Why Pump.fun Matters

Pump.fun is the cleanest test case yet of crypto-as-financial-experimentation at scale. Whatever you think about memecoins — that they are genuine cultural products, that they are gambling instruments dressed as financial products, that they are useful liquidity laboratories, or that they are a regulatory disaster waiting to happen — Pump.fun is the platform where the question is being answered most clearly.

For finance professionals and crypto operators, three things make Pump.fun worth understanding:

  • It validated the bonding-curve token launch model at a scale that previous attempts (Bonding curves on Ethereum, Curve's launch model, etc.) never achieved.
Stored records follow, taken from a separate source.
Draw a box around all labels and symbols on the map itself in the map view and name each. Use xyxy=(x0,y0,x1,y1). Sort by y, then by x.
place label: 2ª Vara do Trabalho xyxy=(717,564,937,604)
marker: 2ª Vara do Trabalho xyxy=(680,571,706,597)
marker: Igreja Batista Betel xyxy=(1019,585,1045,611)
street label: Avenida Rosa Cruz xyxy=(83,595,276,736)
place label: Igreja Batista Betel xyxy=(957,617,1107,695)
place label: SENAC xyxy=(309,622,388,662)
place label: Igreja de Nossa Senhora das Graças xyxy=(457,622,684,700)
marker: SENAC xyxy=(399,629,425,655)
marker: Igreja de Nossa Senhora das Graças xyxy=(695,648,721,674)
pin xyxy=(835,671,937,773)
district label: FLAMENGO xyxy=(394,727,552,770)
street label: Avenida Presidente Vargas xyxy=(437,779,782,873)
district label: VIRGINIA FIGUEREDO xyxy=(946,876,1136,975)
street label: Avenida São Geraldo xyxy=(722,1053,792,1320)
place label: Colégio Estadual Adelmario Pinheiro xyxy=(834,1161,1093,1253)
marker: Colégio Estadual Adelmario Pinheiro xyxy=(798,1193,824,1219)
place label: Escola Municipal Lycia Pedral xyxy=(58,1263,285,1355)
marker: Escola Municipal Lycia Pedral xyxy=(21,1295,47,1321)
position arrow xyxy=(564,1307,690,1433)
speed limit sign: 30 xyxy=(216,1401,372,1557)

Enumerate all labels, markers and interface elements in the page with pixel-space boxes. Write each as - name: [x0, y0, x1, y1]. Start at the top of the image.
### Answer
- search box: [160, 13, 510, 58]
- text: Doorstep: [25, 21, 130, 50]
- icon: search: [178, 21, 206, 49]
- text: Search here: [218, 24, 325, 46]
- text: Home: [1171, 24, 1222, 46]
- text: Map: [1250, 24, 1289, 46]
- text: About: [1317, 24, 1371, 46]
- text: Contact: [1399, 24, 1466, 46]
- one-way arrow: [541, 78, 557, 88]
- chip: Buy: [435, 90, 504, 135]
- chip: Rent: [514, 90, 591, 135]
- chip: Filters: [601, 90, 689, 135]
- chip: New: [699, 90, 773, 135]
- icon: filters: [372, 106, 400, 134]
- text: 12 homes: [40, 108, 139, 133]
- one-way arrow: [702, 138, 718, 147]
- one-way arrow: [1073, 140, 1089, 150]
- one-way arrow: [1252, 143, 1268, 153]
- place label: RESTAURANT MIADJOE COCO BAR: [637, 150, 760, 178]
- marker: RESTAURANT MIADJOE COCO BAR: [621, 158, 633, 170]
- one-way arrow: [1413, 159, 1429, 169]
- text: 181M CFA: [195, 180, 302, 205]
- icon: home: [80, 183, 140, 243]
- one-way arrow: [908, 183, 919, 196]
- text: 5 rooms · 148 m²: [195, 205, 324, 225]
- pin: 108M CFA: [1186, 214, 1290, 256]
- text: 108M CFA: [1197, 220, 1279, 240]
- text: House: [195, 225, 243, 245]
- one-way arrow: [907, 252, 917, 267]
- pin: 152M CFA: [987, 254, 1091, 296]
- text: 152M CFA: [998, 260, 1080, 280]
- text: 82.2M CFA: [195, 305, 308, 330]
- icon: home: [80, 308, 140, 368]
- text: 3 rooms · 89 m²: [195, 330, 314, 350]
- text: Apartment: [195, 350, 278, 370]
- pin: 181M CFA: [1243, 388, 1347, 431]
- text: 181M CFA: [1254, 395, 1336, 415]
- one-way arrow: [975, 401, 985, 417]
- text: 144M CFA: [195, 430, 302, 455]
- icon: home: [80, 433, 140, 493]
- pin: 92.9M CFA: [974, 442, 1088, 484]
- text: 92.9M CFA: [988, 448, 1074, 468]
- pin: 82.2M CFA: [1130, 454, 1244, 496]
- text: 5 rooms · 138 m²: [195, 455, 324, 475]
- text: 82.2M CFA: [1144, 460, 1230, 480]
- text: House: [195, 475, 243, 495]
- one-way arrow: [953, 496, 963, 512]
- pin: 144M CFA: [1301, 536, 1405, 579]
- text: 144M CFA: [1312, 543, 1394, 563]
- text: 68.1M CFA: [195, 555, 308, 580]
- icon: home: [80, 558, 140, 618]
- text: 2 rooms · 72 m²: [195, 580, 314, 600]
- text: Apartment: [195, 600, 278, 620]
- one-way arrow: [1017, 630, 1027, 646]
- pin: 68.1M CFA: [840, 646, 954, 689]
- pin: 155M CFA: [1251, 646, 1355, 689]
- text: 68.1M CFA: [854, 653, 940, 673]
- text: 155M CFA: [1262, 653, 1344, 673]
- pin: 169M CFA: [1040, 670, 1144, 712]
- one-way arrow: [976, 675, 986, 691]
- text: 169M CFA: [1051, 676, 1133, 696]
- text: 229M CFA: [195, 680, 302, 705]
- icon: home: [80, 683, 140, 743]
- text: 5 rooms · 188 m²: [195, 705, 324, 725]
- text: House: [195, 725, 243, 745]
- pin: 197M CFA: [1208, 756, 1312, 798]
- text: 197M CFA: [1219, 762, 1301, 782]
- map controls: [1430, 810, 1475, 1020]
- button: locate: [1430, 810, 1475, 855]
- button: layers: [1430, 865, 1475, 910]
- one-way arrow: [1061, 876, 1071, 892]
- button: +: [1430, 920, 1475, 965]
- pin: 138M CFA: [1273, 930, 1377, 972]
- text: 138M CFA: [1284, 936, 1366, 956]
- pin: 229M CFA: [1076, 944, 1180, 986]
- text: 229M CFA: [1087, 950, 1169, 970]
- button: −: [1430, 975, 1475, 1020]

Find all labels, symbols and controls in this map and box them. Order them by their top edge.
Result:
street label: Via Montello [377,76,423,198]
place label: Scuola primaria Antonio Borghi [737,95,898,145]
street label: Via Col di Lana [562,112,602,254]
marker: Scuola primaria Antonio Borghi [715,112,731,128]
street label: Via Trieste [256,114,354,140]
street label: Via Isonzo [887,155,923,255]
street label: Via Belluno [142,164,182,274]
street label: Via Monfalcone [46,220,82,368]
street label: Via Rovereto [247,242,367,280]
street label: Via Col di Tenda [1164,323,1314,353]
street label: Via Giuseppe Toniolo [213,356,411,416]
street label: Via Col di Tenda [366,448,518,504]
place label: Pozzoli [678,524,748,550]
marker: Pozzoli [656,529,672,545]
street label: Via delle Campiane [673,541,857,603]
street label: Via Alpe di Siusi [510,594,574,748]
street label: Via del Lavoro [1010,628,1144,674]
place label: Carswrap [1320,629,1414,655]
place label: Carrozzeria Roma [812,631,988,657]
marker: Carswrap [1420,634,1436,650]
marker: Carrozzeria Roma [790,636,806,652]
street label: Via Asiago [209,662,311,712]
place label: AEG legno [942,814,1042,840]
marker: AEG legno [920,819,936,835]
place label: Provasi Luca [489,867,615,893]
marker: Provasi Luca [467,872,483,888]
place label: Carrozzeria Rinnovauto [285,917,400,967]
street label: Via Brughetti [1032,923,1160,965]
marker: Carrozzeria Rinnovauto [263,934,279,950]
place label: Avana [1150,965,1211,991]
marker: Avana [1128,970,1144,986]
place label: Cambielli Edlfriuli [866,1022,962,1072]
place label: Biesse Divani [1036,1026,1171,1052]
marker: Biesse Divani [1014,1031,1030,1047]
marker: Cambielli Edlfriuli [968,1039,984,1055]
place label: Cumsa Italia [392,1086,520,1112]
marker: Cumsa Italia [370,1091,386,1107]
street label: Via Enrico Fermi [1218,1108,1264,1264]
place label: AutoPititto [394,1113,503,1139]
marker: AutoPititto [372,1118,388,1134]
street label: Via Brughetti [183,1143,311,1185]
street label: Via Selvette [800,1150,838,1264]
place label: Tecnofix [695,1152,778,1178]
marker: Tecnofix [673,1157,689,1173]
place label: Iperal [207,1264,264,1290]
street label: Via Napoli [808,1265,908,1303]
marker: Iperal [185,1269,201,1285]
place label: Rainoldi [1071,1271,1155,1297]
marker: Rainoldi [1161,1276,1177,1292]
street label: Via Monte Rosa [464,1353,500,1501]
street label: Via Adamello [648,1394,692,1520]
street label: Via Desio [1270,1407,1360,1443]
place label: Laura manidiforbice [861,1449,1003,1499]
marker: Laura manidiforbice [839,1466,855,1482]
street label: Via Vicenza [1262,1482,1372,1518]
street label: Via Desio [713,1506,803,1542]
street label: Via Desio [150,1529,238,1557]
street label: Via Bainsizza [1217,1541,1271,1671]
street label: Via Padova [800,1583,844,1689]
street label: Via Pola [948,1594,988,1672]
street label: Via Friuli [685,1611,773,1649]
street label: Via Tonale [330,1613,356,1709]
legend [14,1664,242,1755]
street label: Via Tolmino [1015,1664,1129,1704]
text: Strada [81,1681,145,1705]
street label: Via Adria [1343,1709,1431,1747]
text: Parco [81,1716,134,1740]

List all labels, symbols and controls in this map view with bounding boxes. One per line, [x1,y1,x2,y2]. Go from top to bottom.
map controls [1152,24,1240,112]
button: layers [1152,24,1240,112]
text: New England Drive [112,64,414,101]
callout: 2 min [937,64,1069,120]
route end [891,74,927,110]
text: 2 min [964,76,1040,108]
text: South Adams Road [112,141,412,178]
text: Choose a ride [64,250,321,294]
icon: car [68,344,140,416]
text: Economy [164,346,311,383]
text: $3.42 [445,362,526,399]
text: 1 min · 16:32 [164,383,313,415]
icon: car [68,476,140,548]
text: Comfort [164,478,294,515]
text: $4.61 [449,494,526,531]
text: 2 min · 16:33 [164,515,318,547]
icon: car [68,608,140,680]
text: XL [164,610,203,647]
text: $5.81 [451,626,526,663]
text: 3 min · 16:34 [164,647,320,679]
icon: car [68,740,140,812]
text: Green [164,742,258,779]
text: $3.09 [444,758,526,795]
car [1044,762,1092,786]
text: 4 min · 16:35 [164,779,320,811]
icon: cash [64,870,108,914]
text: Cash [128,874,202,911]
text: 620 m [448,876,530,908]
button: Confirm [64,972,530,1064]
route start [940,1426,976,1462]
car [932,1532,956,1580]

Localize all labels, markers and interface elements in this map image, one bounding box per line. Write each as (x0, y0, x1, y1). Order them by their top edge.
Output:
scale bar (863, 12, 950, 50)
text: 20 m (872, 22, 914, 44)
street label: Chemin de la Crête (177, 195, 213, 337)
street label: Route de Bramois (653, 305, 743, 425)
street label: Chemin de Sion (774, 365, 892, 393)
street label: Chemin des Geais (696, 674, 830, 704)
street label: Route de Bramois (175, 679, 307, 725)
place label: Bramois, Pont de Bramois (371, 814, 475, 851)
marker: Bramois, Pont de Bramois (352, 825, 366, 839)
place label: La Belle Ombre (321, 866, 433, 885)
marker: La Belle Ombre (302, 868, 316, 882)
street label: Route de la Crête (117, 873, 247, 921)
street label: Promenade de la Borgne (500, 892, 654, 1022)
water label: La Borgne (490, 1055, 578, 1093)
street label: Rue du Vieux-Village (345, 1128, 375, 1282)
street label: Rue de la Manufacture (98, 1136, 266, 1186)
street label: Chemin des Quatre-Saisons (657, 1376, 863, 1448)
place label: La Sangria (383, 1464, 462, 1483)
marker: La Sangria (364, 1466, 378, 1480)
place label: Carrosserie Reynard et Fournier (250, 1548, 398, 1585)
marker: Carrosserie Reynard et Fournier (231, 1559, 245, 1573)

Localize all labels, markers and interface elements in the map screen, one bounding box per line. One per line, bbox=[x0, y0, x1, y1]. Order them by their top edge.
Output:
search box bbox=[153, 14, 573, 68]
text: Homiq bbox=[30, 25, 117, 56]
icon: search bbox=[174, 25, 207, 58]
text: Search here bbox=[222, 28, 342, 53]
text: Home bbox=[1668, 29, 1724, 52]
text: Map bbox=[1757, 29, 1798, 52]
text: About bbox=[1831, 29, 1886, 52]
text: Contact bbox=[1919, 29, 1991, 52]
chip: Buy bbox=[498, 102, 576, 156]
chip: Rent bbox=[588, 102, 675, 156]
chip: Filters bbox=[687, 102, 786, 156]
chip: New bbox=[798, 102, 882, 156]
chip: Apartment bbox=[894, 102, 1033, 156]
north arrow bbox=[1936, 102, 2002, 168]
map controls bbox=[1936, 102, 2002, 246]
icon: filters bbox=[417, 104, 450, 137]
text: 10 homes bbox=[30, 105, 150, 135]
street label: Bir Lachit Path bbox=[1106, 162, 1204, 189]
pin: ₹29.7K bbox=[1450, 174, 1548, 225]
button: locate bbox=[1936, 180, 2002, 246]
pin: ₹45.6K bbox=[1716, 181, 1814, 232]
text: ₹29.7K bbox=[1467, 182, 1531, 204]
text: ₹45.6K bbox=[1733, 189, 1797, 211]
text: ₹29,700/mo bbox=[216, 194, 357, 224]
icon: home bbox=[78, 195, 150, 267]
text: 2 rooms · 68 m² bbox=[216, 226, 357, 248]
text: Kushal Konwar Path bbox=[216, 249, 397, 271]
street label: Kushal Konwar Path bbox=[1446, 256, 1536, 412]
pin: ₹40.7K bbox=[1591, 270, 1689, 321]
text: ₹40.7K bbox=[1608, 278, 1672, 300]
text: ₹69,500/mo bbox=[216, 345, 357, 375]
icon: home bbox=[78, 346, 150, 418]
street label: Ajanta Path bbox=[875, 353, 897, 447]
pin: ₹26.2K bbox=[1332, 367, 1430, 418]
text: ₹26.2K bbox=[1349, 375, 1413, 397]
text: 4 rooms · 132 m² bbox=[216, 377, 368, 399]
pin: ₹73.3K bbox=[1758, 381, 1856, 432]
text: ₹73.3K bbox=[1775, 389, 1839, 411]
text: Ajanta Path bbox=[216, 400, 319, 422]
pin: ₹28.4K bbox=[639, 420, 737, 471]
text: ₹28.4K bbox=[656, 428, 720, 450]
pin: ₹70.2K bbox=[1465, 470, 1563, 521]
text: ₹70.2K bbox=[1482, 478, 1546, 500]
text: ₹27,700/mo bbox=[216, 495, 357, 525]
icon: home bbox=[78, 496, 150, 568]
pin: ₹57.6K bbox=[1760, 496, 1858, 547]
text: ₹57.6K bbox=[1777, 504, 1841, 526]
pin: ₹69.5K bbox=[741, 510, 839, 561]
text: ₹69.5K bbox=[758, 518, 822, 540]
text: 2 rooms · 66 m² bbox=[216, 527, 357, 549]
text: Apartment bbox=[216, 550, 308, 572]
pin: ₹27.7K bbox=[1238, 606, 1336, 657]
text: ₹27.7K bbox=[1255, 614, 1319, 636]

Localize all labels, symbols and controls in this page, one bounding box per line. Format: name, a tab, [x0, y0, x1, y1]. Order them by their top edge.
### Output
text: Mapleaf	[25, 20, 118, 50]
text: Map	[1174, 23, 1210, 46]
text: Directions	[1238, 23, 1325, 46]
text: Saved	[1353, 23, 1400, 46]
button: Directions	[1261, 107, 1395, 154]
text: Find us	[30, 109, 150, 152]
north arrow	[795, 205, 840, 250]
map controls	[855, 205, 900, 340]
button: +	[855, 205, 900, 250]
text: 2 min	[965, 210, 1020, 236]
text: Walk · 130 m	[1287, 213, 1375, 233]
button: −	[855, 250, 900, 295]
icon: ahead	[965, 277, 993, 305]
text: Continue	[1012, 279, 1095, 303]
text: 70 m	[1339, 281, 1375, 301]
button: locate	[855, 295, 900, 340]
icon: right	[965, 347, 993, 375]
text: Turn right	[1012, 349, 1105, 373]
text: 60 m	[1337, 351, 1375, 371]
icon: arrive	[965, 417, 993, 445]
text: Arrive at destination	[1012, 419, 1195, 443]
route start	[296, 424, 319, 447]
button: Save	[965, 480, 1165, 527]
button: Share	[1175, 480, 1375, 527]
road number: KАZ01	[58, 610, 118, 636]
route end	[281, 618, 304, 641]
The model now exists as proven infrastructure that can be replicated.
  • It created the Pump.fun → DEX graduation pipeline, which has become the dominant pattern for new token launches on Solana and is being copied on other chains (Base, BNB Chain, others). The pattern matters whether or not Pump.fun itself remains the dominant operator.
  • It is the crystallization point for crypto's regulatory reckoning on retail speculation. SEC and other regulators have largely tolerated Pump.fun so far, but the platform's structure is so cleanly aligned with gambling regulation that some intervention is widely expected. The form and severity of that intervention will set important precedent for the broader retail crypto ecosystem.

Pump.fun is what crypto looks like when friction approaches zero. Whether that's good or bad depends on your priors — but it is, definitively, what is happening.